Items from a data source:
= Beginning of Section =

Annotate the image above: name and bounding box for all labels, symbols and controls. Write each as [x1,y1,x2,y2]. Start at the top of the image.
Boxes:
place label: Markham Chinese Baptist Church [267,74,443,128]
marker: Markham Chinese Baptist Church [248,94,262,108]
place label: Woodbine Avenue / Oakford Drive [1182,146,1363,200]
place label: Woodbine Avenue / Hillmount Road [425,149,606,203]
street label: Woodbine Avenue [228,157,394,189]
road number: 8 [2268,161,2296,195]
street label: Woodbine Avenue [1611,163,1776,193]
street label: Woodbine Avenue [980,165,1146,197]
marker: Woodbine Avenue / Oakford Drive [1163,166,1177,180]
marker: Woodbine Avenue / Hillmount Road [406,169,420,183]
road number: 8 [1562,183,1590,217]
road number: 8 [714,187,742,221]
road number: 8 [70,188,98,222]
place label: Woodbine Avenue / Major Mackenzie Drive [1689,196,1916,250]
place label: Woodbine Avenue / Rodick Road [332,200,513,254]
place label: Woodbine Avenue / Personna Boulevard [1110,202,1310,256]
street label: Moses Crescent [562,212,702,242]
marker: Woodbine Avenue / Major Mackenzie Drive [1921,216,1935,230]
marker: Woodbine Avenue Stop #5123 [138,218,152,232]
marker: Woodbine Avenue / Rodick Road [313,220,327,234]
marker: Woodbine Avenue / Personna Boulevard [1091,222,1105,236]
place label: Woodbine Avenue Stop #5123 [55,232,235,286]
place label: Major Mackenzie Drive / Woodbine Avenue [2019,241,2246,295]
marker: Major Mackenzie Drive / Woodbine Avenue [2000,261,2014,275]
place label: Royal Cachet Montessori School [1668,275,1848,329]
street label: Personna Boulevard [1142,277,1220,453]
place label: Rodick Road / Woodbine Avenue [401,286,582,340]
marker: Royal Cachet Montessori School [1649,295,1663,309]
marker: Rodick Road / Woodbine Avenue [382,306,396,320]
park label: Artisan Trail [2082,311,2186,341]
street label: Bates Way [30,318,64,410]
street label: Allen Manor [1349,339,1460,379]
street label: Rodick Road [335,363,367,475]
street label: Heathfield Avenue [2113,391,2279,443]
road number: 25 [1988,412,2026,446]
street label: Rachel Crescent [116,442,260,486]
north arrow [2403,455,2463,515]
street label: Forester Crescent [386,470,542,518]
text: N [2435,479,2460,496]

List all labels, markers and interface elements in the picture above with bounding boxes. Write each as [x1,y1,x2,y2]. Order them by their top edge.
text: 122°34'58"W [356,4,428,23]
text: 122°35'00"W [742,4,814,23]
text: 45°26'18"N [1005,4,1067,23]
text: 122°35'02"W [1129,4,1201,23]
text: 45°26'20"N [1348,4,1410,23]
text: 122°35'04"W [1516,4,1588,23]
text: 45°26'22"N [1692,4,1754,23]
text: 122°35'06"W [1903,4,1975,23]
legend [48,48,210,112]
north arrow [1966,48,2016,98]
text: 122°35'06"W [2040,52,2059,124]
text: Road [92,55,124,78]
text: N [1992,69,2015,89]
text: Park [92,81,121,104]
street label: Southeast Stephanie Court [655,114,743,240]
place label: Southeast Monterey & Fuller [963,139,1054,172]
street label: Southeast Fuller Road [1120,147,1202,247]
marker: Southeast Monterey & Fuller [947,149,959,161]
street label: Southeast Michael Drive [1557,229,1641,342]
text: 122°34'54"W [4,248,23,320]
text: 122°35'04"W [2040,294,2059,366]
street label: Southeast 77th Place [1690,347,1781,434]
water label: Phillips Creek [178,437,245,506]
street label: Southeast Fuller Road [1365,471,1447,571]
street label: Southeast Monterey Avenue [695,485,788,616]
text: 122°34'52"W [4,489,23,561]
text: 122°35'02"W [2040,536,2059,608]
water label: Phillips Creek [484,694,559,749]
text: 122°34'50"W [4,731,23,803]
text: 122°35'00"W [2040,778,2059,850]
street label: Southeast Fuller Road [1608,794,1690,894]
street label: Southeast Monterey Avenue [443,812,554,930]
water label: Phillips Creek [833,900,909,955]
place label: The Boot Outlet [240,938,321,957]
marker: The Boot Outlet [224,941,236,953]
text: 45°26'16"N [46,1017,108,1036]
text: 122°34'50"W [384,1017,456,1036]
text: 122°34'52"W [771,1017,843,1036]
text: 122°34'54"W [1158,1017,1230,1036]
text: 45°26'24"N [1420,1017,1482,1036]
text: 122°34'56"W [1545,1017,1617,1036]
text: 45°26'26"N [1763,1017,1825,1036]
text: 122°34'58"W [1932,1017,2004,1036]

= End of Section =

*TASK ITEM*.
Check every line of the data above for the string "Church", and copy those that have it.

*THE ANSWER*.
place label: Markham Chinese Baptist Church [267,74,443,128]
marker: Markham Chinese Baptist Church [248,94,262,108]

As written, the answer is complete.